> [DATA SHOWN]:
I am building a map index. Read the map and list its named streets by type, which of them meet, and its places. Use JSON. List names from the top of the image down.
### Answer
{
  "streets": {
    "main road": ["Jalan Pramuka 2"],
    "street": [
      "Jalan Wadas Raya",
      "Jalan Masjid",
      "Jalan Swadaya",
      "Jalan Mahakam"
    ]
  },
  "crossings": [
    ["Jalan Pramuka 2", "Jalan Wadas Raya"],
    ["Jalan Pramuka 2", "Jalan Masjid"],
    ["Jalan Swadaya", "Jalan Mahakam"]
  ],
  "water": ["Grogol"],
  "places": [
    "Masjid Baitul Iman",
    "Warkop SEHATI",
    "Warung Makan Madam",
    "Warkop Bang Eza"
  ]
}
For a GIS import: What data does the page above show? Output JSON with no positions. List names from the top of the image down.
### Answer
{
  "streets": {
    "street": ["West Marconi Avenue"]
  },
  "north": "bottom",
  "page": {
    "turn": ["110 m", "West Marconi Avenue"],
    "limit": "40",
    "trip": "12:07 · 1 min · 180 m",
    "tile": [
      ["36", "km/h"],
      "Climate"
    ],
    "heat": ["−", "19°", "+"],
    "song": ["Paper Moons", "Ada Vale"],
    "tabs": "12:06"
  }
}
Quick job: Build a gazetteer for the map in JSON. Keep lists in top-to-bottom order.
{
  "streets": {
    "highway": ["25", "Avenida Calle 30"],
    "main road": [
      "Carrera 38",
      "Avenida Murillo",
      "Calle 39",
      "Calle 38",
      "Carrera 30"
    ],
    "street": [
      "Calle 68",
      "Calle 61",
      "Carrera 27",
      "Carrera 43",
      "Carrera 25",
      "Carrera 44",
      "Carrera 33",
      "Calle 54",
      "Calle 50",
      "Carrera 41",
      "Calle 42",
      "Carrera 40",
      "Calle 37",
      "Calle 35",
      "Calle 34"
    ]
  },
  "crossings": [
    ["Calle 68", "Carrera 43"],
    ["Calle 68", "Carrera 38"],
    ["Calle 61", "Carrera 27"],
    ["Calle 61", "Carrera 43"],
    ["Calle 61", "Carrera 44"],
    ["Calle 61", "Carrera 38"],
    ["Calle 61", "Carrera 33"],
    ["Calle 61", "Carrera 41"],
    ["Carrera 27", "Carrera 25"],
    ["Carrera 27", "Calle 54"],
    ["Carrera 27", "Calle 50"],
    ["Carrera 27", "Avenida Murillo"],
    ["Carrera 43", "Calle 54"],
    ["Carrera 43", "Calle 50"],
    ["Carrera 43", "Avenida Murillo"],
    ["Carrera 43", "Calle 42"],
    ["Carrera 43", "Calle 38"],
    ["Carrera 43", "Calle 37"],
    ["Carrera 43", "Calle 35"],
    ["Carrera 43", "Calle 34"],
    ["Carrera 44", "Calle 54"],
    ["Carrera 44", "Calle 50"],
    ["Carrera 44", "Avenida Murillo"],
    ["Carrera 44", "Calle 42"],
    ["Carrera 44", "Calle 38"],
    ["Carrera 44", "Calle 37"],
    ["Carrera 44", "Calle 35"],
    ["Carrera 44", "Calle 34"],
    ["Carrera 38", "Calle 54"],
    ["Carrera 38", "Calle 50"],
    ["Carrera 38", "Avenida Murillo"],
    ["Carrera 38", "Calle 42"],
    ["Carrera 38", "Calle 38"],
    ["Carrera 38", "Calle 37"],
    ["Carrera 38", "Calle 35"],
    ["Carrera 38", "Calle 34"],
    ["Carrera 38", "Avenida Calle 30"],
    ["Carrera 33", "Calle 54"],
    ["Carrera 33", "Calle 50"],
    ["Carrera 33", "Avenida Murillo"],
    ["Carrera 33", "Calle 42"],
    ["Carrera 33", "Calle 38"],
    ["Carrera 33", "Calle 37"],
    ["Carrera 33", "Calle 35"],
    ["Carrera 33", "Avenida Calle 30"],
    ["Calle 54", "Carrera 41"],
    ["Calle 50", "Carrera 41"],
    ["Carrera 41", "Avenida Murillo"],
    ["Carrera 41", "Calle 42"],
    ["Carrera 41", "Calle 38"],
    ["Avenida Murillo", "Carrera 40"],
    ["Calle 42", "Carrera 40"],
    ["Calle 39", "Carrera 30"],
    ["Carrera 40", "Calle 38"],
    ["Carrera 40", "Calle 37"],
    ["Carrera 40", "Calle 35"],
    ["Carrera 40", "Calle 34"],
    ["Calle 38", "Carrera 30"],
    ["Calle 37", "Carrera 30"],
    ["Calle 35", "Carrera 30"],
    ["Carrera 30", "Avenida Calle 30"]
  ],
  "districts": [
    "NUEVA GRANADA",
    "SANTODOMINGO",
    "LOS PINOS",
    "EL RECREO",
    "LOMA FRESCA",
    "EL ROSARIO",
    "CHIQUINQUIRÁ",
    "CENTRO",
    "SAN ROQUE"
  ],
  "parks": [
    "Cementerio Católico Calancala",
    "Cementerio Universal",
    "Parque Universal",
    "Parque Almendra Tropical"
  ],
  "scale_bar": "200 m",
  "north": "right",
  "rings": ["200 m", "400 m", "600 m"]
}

> [INSTRUCTIONS FOR THE TASK]: Reproduce every line above, keeping each word exactly as it appears.

> [RESPONSE TO THIS TASK]:
I am building a map index. Read the map and list its named streets by type, which of them meet, and its places. Use JSON. List names from the top of the image down.
### Answer
{
  "streets": {
    "main road": ["Jalan Pramuka 2"],
    "street": [
      "Jalan Wadas Raya",
      "Jalan Masjid",
      "Jalan Swadaya",
      "Jalan Mahakam"
    ]
  },
  "crossings": [
    ["Jalan Pramuka 2", "Jalan Wadas Raya"],
    ["Jalan Pramuka 2", "Jalan Masjid"],
    ["Jalan Swadaya", "Jalan Mahakam"]
  ],
  "water": ["Grogol"],
  "places": [
    "Masjid Baitul Iman",
    "Warkop SEHATI",
    "Warung Makan Madam",
    "Warkop Bang Eza"
  ]
}
For a GIS import: What data does the page above show? Output JSON with no positions. List names from the top of the image down.
### Answer
{
  "streets": {
    "street": ["West Marconi Avenue"]
  },
  "north": "bottom",
  "page": {
    "turn": ["110 m", "West Marconi Avenue"],
    "limit": "40",
    "trip": "12:07 · 1 min · 180 m",
    "tile": [
      ["36", "km/h"],
      "Climate"
    ],
    "heat": ["−", "19°", "+"],
    "song": ["Paper Moons", "Ada Vale"],
    "tabs": "12:06"
  }
}
Quick job: Build a gazetteer for the map in JSON. Keep lists in top-to-bottom order.
{
  "streets": {
    "highway": ["25", "Avenida Calle 30"],
    "main road": [
      "Carrera 38",
      "Avenida Murillo",
      "Calle 39",
      "Calle 38",
      "Carrera 30"
    ],
    "street": [
      "Calle 68",
      "Calle 61",
      "Carrera 27",
      "Carrera 43",
      "Carrera 25",
      "Carrera 44",
      "Carrera 33",
      "Calle 54",
      "Calle 50",
      "Carrera 41",
      "Calle 42",
      "Carrera 40",
      "Calle 37",
      "Calle 35",
      "Calle 34"
    ]
  },
  "crossings": [
    ["Calle 68", "Carrera 43"],
    ["Calle 68", "Carrera 38"],
    ["Calle 61", "Carrera 27"],
    ["Calle 61", "Carrera 43"],
    ["Calle 61", "Carrera 44"],
    ["Calle 61", "Carrera 38"],
    ["Calle 61", "Carrera 33"],
    ["Calle 61", "Carrera 41"],
    ["Carrera 27", "Carrera 25"],
    ["Carrera 27", "Calle 54"],
    ["Carrera 27", "Calle 50"],
    ["Carrera 27", "Avenida Murillo"],
    ["Carrera 43", "Calle 54"],
    ["Carrera 43", "Calle 50"],
    ["Carrera 43", "Avenida Murillo"],
    ["Carrera 43", "Calle 42"],
    ["Carrera 43", "Calle 38"],
    ["Carrera 43", "Calle 37"],
    ["Carrera 43", "Calle 35"],
    ["Carrera 43", "Calle 34"],
    ["Carrera 44", "Calle 54"],
    ["Carrera 44", "Calle 50"],
    ["Carrera 44", "Avenida Murillo"],
    ["Carrera 44", "Calle 42"],
    ["Carrera 44", "Calle 38"],
    ["Carrera 44", "Calle 37"],
    ["Carrera 44", "Calle 35"],
    ["Carrera 44", "Calle 34"],
    ["Carrera 38", "Calle 54"],
    ["Carrera 38", "Calle 50"],
    ["Carrera 38", "Avenida Murillo"],
    ["Carrera 38", "Calle 42"],
    ["Carrera 38", "Calle 38"],
    ["Carrera 38", "Calle 37"],
    ["Carrera 38", "Calle 35"],
    ["Carrera 38", "Calle 34"],
    ["Carrera 38", "Avenida Calle 30"],
    ["Carrera 33", "Calle 54"],
    ["Carrera 33", "Calle 50"],
    ["Carrera 33", "Avenida Murillo"],
    ["Carrera 33", "Calle 42"],
    ["Carrera 33", "Calle 38"],
    ["Carrera 33", "Calle 37"],
    ["Carrera 33", "Calle 35"],
    ["Carrera 33", "Avenida Calle 30"],
    ["Calle 54", "Carrera 41"],
    ["Calle 50", "Carrera 41"],
    ["Carrera 41", "Avenida Murillo"],
    ["Carrera 41", "Calle 42"],
    ["Carrera 41", "Calle 38"],
    ["Avenida Murillo", "Carrera 40"],
    ["Calle 42", "Carrera 40"],
    ["Calle 39", "Carrera 30"],
    ["Carrera 40", "Calle 38"],
    ["Carrera 40", "Calle 37"],
    ["Carrera 40", "Calle 35"],
    ["Carrera 40", "Calle 34"],
    ["Calle 38", "Carrera 30"],
    ["Calle 37", "Carrera 30"],
    ["Calle 35", "Carrera 30"],
    ["Carrera 30", "Avenida Calle 30"]
  ],
  "districts": [
    "NUEVA GRANADA",
    "SANTODOMINGO",
    "LOS PINOS",
    "EL RECREO",
    "LOMA FRESCA",
    "EL ROSARIO",
    "CHIQUINQUIRÁ",
    "CENTRO",
    "SAN ROQUE"
  ],
  "parks": [
    "Cementerio Católico Calancala",
    "Cementerio Universal",
    "Parque Universal",
    "Parque Almendra Tropical"
  ],
  "scale_bar": "200 m",
  "north": "right",
  "rings": ["200 m", "400 m", "600 m"]
}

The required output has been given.